%%

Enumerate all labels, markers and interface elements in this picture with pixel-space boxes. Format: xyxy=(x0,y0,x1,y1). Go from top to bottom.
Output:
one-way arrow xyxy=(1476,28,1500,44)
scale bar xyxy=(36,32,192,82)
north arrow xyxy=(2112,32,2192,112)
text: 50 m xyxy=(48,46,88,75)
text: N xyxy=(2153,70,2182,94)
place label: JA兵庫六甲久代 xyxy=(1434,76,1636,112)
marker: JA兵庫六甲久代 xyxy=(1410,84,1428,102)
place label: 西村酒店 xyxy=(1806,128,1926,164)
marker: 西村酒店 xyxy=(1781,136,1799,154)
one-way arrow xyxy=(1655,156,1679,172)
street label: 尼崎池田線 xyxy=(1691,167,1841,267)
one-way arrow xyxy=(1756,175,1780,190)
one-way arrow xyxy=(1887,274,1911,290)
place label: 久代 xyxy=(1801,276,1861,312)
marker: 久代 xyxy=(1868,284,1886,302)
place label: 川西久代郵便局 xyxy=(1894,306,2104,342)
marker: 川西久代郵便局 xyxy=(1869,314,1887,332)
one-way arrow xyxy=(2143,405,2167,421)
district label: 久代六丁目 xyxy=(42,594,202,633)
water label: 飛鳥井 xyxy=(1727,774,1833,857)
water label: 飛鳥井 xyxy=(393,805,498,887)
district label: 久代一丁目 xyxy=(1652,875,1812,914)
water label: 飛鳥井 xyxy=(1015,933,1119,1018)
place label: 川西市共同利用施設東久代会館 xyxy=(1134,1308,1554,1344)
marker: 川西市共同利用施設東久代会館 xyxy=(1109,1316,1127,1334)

%%

DIRECTIONS FOR THIS TASK — Give the records back in full, word for word.

EXERCISE SOLUTION —
Enumerate all labels, markers and interface elements in this picture with pixel-space boxes. Format: xyxy=(x0,y0,x1,y1). Go from top to bottom.
Output:
one-way arrow xyxy=(1476,28,1500,44)
scale bar xyxy=(36,32,192,82)
north arrow xyxy=(2112,32,2192,112)
text: 50 m xyxy=(48,46,88,75)
text: N xyxy=(2153,70,2182,94)
place label: JA兵庫六甲久代 xyxy=(1434,76,1636,112)
marker: JA兵庫六甲久代 xyxy=(1410,84,1428,102)
place label: 西村酒店 xyxy=(1806,128,1926,164)
marker: 西村酒店 xyxy=(1781,136,1799,154)
one-way arrow xyxy=(1655,156,1679,172)
street label: 尼崎池田線 xyxy=(1691,167,1841,267)
one-way arrow xyxy=(1756,175,1780,190)
one-way arrow xyxy=(1887,274,1911,290)
place label: 久代 xyxy=(1801,276,1861,312)
marker: 久代 xyxy=(1868,284,1886,302)
place label: 川西久代郵便局 xyxy=(1894,306,2104,342)
marker: 川西久代郵便局 xyxy=(1869,314,1887,332)
one-way arrow xyxy=(2143,405,2167,421)
district label: 久代六丁目 xyxy=(42,594,202,633)
water label: 飛鳥井 xyxy=(1727,774,1833,857)
water label: 飛鳥井 xyxy=(393,805,498,887)
district label: 久代一丁目 xyxy=(1652,875,1812,914)
water label: 飛鳥井 xyxy=(1015,933,1119,1018)
place label: 川西市共同利用施設東久代会館 xyxy=(1134,1308,1554,1344)
marker: 川西市共同利用施設東久代会館 xyxy=(1109,1316,1127,1334)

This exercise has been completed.